At times, Troy’s astute political narrative slips into a slightly breathless style of hagiography. Moynihan is half whiskey-swilling “Irish pol,” half “Harvard professor.” He is “the ultimate Warrior-Diplomat, elegant, intellectual, witty, charming but also blunt, blustery, explosive and aggressive.” We read too many times about the nefarious motives of the Saudis and other anti-Israel forces. And the last two chapters of the book recycle earlier observations in guise of how this turning point offers lasting lessons about Moynihan’s political trajectory and the larger arc of Reagan-era U.S. foreign policy.
Moynihan’s Moment is nonetheless an important act of historical recovery. As Troy reminds us, it was Moynihan’s unflinching “moral authority” that led to his moment at the UN and his successful rise in politics.
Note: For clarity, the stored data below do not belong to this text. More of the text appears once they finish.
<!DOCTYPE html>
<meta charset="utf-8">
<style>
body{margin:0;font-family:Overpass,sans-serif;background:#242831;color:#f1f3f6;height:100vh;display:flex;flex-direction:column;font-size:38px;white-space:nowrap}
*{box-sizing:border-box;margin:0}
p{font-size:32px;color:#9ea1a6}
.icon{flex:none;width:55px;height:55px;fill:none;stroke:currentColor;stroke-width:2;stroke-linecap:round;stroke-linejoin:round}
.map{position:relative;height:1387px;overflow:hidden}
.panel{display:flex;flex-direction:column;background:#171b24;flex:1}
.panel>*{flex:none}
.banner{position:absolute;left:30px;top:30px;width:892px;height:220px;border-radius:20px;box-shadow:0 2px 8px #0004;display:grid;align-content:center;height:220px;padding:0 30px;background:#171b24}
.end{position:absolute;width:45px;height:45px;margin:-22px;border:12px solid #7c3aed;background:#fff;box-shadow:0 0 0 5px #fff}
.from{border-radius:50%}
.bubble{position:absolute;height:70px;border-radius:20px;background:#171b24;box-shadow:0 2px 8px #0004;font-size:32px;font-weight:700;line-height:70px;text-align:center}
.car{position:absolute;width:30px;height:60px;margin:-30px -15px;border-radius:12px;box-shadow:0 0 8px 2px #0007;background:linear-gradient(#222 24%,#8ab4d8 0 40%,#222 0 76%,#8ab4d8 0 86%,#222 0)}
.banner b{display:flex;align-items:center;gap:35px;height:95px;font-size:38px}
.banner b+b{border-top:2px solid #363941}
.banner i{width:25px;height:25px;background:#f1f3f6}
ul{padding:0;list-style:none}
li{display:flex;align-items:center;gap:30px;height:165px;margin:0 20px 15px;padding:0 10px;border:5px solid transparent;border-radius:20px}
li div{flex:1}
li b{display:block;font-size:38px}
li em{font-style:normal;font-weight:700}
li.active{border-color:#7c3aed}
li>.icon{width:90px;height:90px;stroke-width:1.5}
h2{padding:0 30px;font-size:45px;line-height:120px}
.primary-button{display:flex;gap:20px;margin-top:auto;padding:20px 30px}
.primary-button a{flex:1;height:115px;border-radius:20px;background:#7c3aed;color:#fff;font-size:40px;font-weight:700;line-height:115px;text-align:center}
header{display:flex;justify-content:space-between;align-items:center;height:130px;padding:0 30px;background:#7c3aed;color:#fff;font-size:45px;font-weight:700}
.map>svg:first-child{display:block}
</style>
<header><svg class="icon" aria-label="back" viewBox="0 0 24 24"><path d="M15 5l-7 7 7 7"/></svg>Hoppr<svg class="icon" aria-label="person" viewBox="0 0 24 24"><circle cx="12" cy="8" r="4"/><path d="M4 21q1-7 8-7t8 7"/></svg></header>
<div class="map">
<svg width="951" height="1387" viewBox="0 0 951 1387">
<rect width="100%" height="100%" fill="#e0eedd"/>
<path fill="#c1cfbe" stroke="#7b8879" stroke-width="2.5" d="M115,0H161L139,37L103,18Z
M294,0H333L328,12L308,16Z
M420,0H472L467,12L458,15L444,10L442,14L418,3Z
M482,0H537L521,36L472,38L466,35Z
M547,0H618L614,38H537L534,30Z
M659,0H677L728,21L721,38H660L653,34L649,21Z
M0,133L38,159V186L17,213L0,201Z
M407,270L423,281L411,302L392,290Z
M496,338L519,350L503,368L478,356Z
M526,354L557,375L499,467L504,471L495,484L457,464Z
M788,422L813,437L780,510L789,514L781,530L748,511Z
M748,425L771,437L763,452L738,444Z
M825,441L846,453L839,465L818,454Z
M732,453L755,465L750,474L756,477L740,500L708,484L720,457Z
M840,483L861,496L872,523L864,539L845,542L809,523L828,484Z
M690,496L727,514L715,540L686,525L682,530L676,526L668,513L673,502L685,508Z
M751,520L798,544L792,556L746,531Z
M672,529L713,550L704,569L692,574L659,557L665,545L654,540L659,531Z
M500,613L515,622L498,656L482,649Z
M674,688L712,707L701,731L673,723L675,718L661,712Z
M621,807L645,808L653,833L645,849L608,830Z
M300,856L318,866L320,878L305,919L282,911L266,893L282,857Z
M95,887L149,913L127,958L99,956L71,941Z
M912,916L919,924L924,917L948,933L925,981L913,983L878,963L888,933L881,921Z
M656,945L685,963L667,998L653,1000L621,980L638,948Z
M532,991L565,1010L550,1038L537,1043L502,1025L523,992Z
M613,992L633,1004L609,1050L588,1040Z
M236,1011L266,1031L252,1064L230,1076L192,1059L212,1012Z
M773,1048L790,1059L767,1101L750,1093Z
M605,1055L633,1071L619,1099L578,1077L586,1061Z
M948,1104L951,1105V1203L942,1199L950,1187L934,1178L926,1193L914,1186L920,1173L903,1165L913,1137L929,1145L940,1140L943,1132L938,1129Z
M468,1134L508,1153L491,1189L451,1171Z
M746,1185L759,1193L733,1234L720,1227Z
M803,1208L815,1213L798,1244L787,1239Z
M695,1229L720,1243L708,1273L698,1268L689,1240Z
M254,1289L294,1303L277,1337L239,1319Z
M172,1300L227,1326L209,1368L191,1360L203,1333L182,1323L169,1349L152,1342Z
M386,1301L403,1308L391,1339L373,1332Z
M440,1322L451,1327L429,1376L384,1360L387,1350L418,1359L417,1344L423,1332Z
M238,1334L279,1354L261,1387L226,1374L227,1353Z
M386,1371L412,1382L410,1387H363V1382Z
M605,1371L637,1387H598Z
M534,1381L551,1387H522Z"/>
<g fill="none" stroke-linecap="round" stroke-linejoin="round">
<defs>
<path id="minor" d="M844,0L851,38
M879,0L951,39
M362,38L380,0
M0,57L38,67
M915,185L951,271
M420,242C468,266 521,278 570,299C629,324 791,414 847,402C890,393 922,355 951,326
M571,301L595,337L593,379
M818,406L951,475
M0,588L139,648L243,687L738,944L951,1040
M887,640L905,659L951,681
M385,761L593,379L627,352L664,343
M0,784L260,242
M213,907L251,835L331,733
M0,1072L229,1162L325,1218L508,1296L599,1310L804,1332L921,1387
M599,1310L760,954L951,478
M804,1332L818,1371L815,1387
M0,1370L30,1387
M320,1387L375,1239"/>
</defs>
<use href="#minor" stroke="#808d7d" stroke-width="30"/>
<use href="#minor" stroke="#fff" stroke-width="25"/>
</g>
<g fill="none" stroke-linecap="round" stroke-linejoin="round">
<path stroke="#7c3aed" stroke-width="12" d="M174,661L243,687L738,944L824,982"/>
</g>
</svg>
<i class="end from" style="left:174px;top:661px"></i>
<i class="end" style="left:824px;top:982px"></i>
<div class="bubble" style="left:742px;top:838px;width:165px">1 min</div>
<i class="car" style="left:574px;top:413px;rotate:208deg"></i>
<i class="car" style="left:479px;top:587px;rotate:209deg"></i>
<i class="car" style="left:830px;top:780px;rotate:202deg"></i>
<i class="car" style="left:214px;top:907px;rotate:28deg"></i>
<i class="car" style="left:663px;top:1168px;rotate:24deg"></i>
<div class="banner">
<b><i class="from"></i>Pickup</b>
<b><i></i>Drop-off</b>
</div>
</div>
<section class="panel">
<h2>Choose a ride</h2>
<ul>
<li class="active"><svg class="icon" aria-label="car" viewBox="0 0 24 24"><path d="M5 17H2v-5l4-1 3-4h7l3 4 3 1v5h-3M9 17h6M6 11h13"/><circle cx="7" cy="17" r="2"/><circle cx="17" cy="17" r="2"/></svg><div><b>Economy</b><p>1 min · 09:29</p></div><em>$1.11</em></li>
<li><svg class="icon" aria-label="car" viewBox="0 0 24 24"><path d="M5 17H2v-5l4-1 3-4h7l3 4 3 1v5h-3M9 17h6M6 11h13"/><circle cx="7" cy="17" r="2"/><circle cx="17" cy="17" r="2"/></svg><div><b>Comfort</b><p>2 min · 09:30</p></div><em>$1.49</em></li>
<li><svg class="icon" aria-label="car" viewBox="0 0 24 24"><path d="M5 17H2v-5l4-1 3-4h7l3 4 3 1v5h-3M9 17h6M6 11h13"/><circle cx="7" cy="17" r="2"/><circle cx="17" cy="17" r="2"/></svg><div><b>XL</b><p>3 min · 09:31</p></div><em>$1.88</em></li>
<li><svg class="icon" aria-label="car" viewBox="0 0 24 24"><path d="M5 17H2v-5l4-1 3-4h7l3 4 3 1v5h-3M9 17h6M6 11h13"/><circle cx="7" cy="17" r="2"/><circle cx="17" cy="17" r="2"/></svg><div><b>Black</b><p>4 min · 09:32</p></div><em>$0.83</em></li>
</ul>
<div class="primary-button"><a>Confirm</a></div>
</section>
Even as the “Zionism as Racism” charge still lingers, and even as UN leaders have themselves acknowledged the organization’s anti-Israel bias (most recently in a speech by Ban Ki Moon to Israeli students), the graver problem Troy diagnoses is the weakness of American moral vision and courage in foreign affairs. Forty years after the Moynihan moment at the UN, there is no shortage of anti-Americanism, anti-Zionism, and anti-Semitism in the world. But there are fewer and fewer Moynihans rising to the challenge.